David Licata-Fiction

The Wolf is in the Kitchen

After we ate the cake we played Twister in Steve’s playroom, which is a basement with paneling, and that’s when the teasing began. A group of boys that weren’t invited to the sleepover were beside an open window and we couldn’t see them but we knew who they were and who they were making fun of.

“When’s the flood?” George Nardini said to Paul Francolino because Paul wore hand-me-downs and all his pants were too short. “It tastes better with salt, Walt,” Patrick Jamison said to Walt Gillombardo because Walt chewed on the collar of his shirt a lot. We all lived within two-blocks of 10th Street and Central Avenue, where Steve lived, and we all played stickball and football and skully in the street together and we teased each other like this all the time and it didn’t mean anything and tomorrow Paul might say to Patrick, “Pick me a winner,” because Patrick always has his finger up his nose and Walt might say to George, “Georgie Porgie pudding and pie, kissed the girls and made them cry” because his name happened to be George. It was all just silly and never meant anything ever.

My cousin Dom was with them. Dom is a year older than the rest of us and he and the others went to Thomas Edison public and me, Steve, Paul, and Walter were all in the same grade at Holy Rosary Academy and that’s why we were inside and they were outside.
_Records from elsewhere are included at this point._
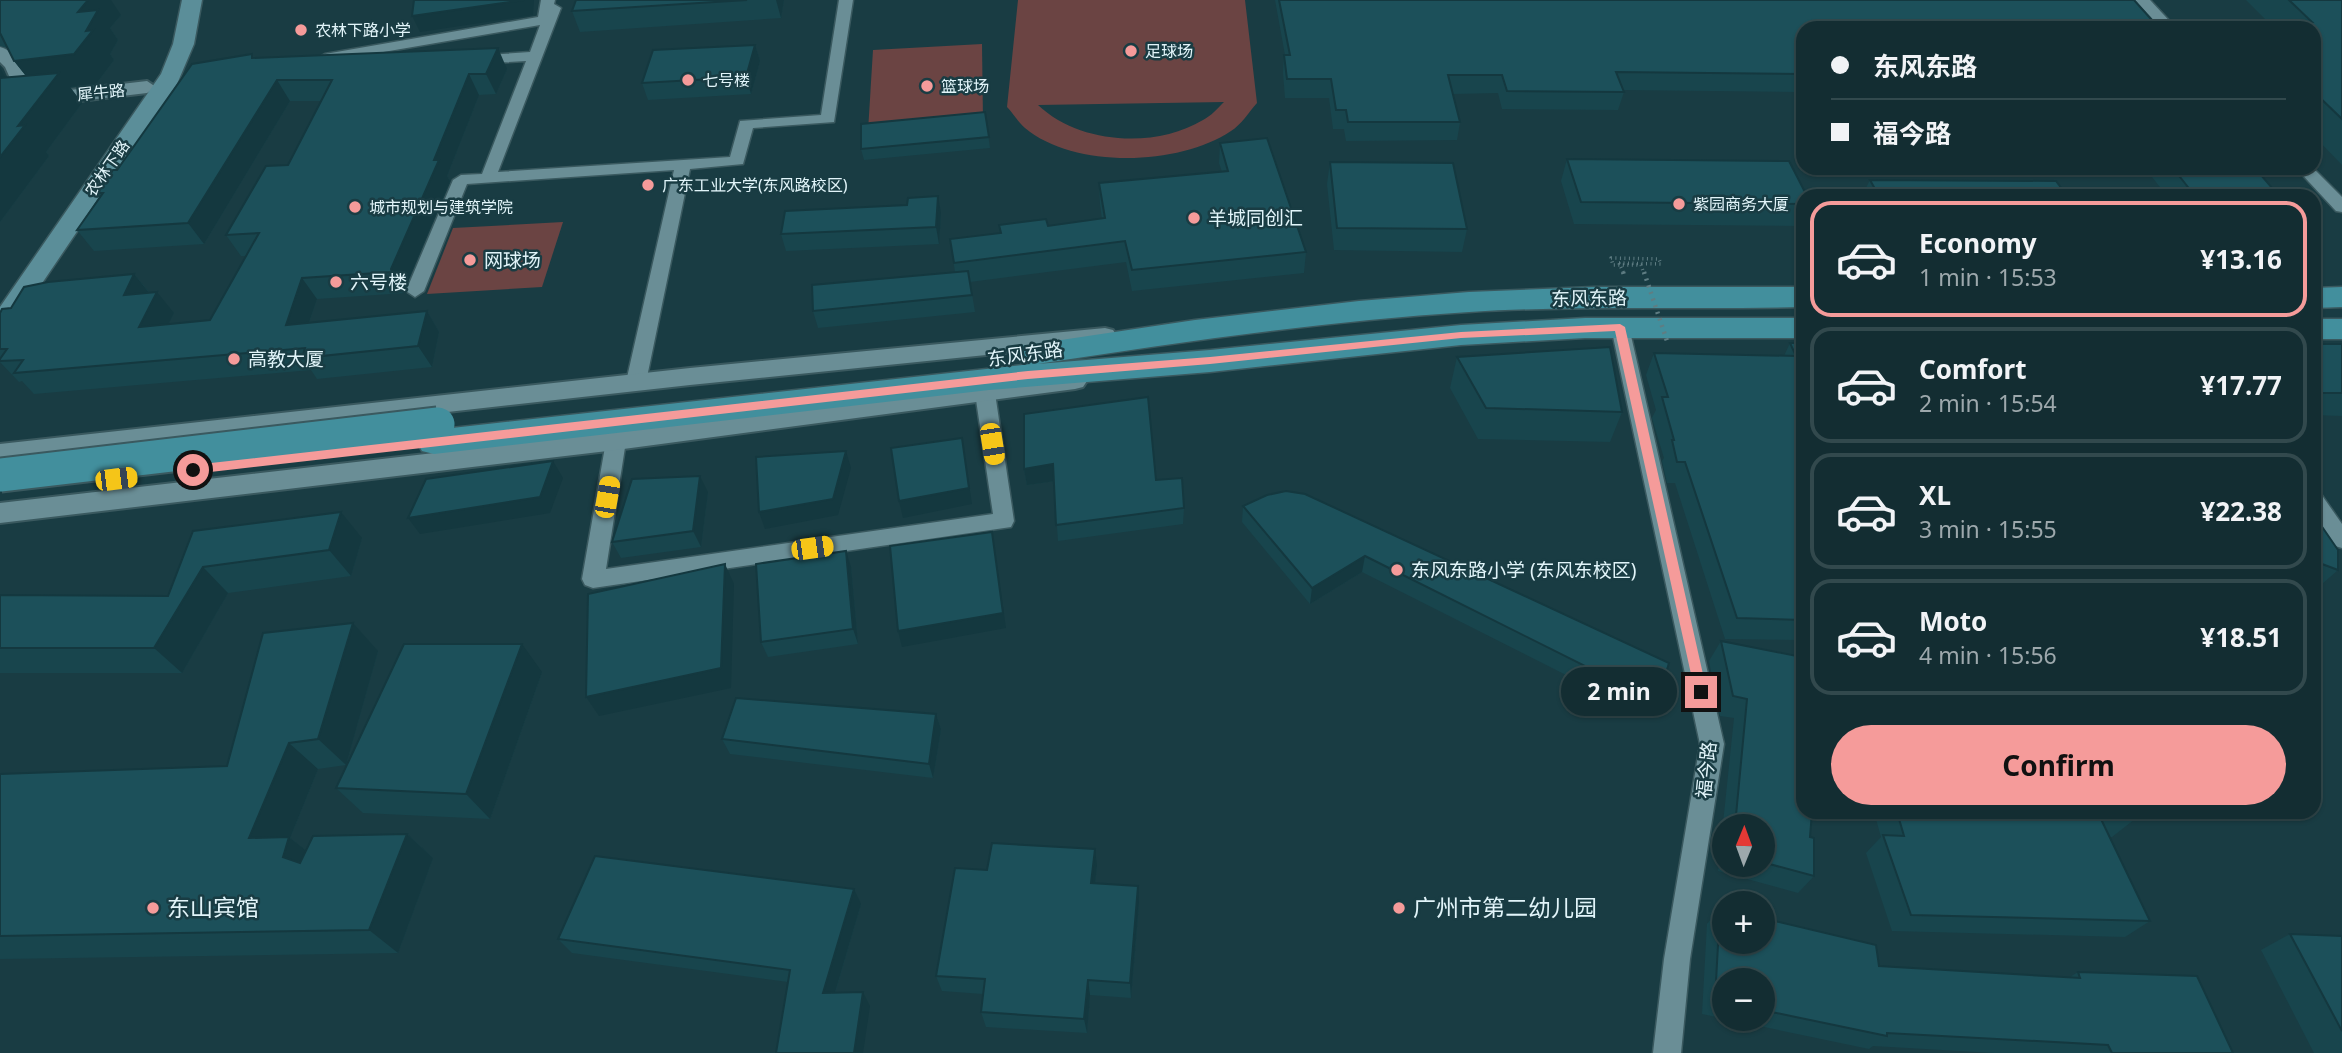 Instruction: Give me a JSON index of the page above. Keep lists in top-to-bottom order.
{
  "streets": {
    "highway": ["东风东路"],
    "main road": ["农林下路"],
    "street": ["犀牛路", "福今路"]
  },
  "crossings": [
    ["犀牛路", "农林下路"],
    ["东风东路", "福今路"]
  ],
  "places": [
    "农林下路小学",
    "足球场",
    "七号楼",
    "篮球场",
    "广东工业大学(东风路校区)",
    "紫园商务大厦",
    "城市规划与建筑学院",
    "羊城同创汇",
    "网球场",
    "六号楼",
    "高教大厦",
    "东风东路小学 (东风东校区)",
    "东山宾馆",
    "广州市第二幼儿园"
  ],
  "north": "top",
  "page": {
    "banner": ["东风东路", "福今路"],
    "list": [
      {
        "name": "Economy",
        "note": "1 min · 15:53",
        "value": "¥13.16"
      },
      {
        "name": "Comfort",
        "note": "2 min · 15:54",
        "value": "¥17.77"
      },
      {
        "name": "XL",
        "note": "3 min · 15:55",
        "value": "¥22.38"
      },
      {
        "name": "Moto",
        "note": "4 min · 15:56",
        "value": "¥18.51"
      }
    ],
    "bubble": "2 min",
    "buttons": "Confirm",
    "map_buttons": ["+", "−"]
  }
} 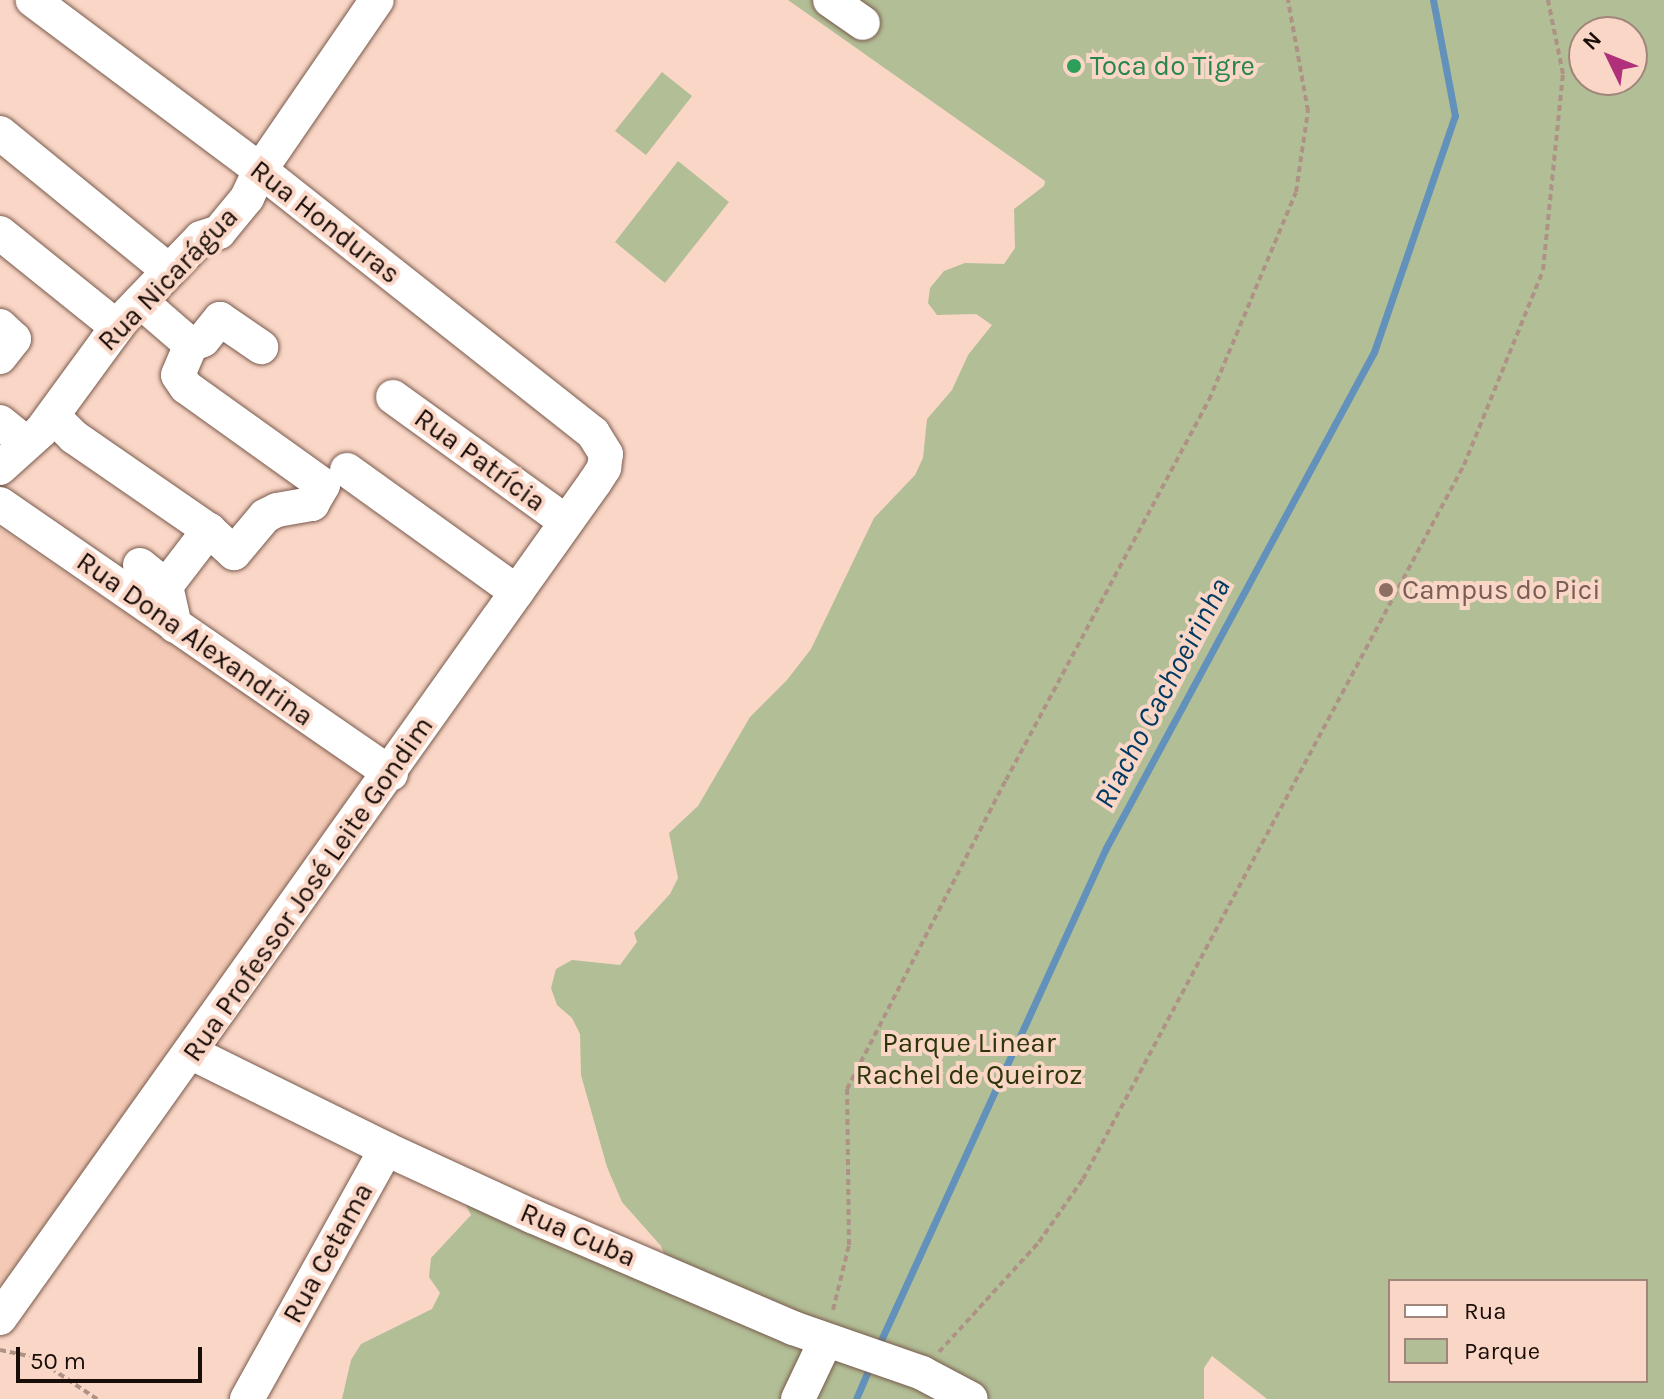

It was a Holy Rosary sleepover, not a block sleepover.

Dom said to me in a high-pitched voice, “Joey, dhere iz a volf in dhe chicken.” This was new and the others with him laughed loudly, then they mimicked him.

Dom’s mother and my mother are sisters. They both came from Udine, which is in northern Italy. Our mothers look alike and make the same food and both speak English poorly and with the same thick accent. They are sometimes mistaken for each other, but my mother is a little older and heavier.

Steve’s mother went to the window and said, “That’s enough. Now you boys shoo before I call your mothers,” and closed the window and drew the small curtains, but they didn’t stop.

“Just ignore them, Joseph,” Steve’s mother said to me. Everyone else calls me Joey, only Steve’s mother calls me Joseph. Steve’s mother smokes and she put the radio on and my favorite song was playing, Crystal Blue Persuasion, but we could still hear them.

“Dhere iz a volf in dhe chicken.” It seems like childish nonsense but it’s not. Dom was making fun of my mother, of her accent and how she would sometimes say chicken when she meant kitchen and kitchen when she meant chicken. There is a wolf in the kitchen didn’t make much sense either, but it made a little more sense once you knew that. But what really didn’t make any sense at all was how Dom could be making fun of my mother like that because he was also making fun of his mother, too.

I listened with all my might to the words of Crystal Blue Persuasion because I was trying not to hear Dom and the others, and though I had sung along with it many times before and knew all the words by heart and knew what the individual words meant, I didn’t understand it; for the first time the song didn’t make any sense.